Weakness invites attack and adventurism from our adversaries. Rumsfeld stressed that the military cuts looming today may be similarly disastrous to those that occurred at the end of the Cold War — a precursor, he claims, to creating the vulnerable environment that bred 9/11. There can be no peace dividend when there is no peace.

Looking at the huge percentage increases in nonsecurity spending just since 2008 shows defense is not the culprit for our rising debt. Indeed, defense spending creates jobs from naval shipyards to fighter assembly lines. Defense cuts have already increased unemployment and stunted revenues.

Army Gen. Martin Dempsey, President Obama's choice to become chairman of the Joint Chiefs of Staff, said in written statements released to coincide with his recent confirmation hearings, "National security didn't cause the debt crisis, nor will it solve it."

Aside from the costs of fighting two wars, the defense budget is stagnant, even shrinking, in the face of rising global threats.

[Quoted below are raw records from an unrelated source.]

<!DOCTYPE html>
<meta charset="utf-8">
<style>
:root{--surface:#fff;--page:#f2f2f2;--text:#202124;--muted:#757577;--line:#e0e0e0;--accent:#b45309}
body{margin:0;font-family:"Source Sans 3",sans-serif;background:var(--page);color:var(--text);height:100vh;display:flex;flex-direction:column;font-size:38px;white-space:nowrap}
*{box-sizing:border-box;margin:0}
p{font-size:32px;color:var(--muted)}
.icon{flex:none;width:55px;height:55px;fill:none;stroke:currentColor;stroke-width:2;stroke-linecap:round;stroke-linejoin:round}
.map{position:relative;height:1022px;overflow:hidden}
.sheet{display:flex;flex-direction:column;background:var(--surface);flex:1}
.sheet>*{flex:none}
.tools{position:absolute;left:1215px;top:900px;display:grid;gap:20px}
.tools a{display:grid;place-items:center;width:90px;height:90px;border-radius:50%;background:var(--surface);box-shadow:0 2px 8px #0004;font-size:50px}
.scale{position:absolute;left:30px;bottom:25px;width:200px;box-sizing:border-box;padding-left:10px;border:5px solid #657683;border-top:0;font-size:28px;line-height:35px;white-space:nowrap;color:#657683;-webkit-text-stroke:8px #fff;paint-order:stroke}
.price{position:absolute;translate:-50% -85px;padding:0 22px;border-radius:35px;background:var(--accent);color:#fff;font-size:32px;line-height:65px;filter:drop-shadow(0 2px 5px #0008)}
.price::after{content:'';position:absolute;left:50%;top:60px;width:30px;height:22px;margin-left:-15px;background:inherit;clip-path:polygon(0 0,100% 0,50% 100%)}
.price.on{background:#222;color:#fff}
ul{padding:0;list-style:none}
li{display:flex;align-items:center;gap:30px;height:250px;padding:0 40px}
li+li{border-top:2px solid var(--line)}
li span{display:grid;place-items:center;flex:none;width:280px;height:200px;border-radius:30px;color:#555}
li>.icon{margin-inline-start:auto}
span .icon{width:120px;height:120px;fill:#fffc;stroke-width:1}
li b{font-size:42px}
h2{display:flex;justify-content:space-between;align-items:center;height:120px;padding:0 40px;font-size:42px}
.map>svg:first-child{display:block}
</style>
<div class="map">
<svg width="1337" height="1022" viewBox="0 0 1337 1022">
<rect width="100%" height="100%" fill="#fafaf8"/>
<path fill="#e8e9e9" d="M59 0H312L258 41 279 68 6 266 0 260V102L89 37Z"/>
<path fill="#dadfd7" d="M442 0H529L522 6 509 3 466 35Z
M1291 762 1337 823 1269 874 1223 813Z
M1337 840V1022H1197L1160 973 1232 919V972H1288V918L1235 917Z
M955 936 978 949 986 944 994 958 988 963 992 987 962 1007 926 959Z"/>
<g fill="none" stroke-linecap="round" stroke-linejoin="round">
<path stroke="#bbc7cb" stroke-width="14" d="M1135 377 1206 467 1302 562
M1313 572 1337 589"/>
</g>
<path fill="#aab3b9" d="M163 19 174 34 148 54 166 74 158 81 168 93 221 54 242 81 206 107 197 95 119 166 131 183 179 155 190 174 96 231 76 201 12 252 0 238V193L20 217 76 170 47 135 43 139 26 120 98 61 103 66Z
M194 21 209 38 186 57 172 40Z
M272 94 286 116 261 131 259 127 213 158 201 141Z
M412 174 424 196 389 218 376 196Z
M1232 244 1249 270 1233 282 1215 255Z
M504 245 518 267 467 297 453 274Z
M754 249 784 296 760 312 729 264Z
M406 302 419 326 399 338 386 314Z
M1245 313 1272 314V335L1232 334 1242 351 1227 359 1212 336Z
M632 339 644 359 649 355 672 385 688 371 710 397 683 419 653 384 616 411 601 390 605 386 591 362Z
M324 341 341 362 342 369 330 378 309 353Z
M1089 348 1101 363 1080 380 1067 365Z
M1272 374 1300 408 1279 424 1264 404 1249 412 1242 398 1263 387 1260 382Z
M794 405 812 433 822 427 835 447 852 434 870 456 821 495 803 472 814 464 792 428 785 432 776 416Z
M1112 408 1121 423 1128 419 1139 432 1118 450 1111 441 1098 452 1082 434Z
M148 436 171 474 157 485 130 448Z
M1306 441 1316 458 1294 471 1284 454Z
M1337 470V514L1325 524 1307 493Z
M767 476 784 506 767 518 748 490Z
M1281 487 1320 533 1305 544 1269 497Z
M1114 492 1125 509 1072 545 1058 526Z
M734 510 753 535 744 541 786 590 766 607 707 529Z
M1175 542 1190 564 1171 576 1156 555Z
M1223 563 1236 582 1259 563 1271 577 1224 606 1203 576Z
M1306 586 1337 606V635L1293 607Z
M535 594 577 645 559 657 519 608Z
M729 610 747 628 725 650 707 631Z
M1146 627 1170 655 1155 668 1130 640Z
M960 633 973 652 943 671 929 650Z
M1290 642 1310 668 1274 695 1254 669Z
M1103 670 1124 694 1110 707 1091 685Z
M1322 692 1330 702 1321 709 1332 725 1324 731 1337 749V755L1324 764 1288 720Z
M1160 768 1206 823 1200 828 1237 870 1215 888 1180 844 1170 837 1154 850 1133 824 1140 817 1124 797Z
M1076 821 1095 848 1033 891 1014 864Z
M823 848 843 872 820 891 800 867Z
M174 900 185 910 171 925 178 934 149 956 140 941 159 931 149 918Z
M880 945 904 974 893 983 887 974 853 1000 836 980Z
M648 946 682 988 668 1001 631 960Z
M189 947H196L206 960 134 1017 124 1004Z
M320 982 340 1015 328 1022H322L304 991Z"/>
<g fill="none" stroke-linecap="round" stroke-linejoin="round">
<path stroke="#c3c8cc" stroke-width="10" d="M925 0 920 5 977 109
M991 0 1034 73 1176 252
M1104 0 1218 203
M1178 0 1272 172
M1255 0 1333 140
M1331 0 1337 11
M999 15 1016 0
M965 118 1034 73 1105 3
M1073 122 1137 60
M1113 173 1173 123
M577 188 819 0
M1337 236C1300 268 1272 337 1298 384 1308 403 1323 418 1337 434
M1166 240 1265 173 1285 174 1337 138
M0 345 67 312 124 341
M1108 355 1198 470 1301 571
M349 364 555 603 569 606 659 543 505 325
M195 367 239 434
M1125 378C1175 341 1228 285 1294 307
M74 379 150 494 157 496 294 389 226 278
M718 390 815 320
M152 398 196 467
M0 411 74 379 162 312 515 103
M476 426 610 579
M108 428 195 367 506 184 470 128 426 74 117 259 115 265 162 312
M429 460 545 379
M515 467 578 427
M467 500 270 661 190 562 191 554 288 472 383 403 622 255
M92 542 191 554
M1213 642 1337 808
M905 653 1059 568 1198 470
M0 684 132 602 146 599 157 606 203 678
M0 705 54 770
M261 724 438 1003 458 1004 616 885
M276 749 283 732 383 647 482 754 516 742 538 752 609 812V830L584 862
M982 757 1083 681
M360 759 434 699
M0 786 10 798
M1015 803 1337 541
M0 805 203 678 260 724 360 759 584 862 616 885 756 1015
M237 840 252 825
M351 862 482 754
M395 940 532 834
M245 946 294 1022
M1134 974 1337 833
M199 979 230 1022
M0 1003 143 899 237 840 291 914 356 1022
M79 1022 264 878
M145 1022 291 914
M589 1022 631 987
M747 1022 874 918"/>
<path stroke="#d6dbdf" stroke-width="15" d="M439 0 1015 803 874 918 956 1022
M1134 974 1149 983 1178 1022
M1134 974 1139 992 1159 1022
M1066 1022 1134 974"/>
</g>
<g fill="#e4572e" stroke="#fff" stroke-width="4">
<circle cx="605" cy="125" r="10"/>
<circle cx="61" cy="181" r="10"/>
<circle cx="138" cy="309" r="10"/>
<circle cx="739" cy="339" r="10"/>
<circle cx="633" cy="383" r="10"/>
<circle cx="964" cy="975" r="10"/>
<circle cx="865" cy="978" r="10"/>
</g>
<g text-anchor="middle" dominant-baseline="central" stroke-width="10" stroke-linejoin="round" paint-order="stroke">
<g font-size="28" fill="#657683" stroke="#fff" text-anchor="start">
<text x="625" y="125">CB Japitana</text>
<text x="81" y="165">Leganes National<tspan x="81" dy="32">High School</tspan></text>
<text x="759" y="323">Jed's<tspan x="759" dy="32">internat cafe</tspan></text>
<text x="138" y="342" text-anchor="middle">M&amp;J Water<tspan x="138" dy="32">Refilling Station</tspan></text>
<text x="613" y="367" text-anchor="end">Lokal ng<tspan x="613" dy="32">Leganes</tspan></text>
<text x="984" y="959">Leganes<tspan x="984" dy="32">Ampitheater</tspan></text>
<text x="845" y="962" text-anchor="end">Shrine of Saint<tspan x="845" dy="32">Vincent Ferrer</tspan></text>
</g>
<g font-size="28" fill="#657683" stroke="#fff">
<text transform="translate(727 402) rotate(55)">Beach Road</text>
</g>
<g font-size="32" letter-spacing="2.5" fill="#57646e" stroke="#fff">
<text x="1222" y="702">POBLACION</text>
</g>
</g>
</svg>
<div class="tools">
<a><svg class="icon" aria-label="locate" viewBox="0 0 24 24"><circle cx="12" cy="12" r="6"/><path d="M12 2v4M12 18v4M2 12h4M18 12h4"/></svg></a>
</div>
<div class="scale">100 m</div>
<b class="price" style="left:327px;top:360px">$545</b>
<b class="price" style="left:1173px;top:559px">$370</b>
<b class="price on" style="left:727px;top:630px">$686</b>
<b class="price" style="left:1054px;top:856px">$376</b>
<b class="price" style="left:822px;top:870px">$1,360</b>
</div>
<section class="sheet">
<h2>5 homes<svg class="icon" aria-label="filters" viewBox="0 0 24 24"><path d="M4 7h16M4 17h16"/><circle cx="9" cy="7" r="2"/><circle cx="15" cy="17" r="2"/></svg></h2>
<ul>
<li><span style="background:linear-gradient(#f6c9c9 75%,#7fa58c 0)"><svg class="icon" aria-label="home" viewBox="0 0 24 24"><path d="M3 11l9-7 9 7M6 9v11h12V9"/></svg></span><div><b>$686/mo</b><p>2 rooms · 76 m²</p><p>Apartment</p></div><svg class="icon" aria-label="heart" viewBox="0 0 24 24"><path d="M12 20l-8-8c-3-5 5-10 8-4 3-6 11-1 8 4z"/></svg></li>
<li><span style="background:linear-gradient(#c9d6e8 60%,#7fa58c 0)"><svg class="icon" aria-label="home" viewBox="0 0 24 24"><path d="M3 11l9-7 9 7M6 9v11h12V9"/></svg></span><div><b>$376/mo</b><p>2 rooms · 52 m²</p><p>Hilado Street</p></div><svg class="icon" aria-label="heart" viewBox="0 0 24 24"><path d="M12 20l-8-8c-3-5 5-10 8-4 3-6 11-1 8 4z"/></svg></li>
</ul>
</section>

It hit a postwar high of 14.2% of GDP in 1953 during the Korean War, was 9.5% in 1968 at the height of Vietnam and stood at 6.8% in 1986 at the height of the Reagan buildup that doomed the evil empire and won the Cold War.

The Obama administration's projected budgets have the defense burden shrinking in the decade ahead to less than 3% of GDP — a level not seen since before World War II.

There are plenty of other places to cut. To paraphrase a saying from early in our history: Billions for defense, but not one cent for ObamaCare.